Lest anyone dispute that the internet is serious business and email addiction is a real problem, New Yorkers are being offered help to cut the digital chain. Egan, CEO of EganEmailSolutions.com and author of the eBook 12 Steps to Curing Your E-Mail E-ddiction (clever!) has offered to let New Yorkers and residents from other high addiction rate cities join her 12-step program this month for half off.

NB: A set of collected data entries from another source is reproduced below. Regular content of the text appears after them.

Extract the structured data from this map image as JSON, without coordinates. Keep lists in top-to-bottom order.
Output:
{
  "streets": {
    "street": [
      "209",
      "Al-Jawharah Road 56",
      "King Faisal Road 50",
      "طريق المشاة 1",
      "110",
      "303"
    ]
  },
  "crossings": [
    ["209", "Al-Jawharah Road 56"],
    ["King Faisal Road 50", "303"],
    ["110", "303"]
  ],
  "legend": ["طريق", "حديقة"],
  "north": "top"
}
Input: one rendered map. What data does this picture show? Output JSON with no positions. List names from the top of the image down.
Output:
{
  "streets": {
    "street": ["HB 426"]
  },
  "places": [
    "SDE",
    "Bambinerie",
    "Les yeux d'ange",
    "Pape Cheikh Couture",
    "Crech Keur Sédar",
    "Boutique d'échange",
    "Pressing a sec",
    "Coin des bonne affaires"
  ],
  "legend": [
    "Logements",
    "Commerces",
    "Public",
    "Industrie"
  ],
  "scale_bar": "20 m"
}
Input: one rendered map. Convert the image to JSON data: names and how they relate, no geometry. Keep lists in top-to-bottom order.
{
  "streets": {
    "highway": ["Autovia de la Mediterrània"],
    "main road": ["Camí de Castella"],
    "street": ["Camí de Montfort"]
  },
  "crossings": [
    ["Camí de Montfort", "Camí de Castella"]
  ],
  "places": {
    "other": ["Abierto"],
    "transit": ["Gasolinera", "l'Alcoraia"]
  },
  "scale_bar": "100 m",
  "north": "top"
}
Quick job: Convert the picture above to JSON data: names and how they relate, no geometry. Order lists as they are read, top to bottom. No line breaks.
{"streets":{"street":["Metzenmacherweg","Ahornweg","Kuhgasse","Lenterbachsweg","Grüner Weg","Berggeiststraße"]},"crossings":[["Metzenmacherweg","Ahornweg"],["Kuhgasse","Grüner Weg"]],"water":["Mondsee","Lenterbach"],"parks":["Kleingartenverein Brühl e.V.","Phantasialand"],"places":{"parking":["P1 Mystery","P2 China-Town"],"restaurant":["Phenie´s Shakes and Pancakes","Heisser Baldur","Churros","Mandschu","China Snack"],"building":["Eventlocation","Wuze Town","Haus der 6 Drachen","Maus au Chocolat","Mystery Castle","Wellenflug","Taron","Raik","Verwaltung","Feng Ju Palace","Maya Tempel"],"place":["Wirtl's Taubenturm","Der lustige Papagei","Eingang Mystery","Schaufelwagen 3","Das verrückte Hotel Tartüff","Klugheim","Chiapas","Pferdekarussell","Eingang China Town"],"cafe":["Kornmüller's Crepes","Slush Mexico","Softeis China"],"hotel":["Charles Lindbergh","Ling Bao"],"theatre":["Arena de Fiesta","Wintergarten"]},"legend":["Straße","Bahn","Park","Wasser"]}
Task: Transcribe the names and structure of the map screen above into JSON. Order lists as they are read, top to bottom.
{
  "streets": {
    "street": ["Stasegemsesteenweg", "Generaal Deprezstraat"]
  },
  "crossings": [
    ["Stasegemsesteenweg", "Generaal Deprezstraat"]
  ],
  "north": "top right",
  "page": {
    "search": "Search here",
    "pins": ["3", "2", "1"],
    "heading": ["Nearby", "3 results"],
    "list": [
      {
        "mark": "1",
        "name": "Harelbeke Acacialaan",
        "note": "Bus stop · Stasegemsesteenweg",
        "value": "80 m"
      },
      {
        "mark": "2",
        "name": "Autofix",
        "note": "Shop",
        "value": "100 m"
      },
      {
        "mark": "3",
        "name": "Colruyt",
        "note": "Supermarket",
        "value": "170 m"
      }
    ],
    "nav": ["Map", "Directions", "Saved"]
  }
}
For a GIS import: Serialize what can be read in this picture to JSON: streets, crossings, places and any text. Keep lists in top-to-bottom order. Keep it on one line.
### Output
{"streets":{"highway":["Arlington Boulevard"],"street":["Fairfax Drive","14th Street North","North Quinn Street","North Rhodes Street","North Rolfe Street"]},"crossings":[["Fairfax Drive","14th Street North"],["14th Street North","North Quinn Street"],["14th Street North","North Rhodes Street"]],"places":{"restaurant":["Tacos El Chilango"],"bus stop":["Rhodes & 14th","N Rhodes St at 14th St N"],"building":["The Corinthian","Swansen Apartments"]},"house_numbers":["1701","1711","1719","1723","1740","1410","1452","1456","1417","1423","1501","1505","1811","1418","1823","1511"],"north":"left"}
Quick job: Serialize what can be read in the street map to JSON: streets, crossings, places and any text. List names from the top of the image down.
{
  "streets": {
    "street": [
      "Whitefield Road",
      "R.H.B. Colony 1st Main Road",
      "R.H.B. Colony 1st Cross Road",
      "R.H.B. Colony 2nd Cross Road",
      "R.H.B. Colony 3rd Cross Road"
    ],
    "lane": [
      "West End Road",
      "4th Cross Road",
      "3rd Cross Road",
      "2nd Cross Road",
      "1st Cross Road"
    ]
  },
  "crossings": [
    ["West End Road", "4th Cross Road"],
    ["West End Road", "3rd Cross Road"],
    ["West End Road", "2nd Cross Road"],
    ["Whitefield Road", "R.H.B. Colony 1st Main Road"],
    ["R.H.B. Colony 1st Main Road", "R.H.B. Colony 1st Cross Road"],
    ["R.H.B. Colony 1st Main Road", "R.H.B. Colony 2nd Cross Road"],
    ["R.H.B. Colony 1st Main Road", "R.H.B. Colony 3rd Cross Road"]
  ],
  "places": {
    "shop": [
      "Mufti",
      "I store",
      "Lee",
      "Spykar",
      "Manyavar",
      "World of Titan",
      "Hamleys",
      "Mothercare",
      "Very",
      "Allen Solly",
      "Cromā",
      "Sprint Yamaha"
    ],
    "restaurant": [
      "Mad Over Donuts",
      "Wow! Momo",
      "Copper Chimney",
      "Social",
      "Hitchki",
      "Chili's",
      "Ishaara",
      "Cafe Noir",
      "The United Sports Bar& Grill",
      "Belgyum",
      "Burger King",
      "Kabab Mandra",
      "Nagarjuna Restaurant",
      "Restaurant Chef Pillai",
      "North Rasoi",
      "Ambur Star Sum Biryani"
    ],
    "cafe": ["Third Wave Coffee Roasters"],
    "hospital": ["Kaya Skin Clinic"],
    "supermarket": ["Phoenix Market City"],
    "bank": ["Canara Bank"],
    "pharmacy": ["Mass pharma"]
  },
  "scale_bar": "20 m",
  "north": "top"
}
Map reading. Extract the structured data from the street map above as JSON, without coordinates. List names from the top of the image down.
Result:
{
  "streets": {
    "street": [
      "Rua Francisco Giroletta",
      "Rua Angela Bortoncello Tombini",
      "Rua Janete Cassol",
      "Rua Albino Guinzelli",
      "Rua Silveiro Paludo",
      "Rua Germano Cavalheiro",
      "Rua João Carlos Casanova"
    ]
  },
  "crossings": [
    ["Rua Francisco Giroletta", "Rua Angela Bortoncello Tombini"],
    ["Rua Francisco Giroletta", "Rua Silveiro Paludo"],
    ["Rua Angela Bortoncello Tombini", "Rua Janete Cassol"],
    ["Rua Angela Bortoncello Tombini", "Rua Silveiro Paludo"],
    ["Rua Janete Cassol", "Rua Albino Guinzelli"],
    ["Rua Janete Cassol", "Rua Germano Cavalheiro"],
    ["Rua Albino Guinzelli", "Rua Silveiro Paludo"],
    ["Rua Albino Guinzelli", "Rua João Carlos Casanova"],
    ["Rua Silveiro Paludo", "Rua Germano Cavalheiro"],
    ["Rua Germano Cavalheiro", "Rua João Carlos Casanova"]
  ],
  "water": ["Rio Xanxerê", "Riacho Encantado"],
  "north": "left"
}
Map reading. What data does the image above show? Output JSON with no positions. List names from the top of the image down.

In a shocking discovery this week, Google has announced the detection of more than one trillion unique URLs on the web. To put these staggering numbers in contrast, the web has been growing at a pace of several billion pages per day. And with the proposed launch of new domains, this trend shows no signs of slowing. With never a marketing opportunity missed, Google used the announcement to remind users as to the efficiency of its search index. “We don't index every one of those trillion pages -- many of them are similar to each other, or represent auto-generated content similar to the calendar example that isn't very useful to searchers. But we're proud to have the most comprehensive index of any search engine, and our goal always has been to index all the world's data.” Google’s announcement was a rare glimpse into the size of its index. In years past it was fashionable for search competitors to boast about the size of their database vs. the competition. But with more than one trillion unique pages available, index envy seems to be somewhat of a moot point these days. Either way one thing is clear, that’s alot of time to waste.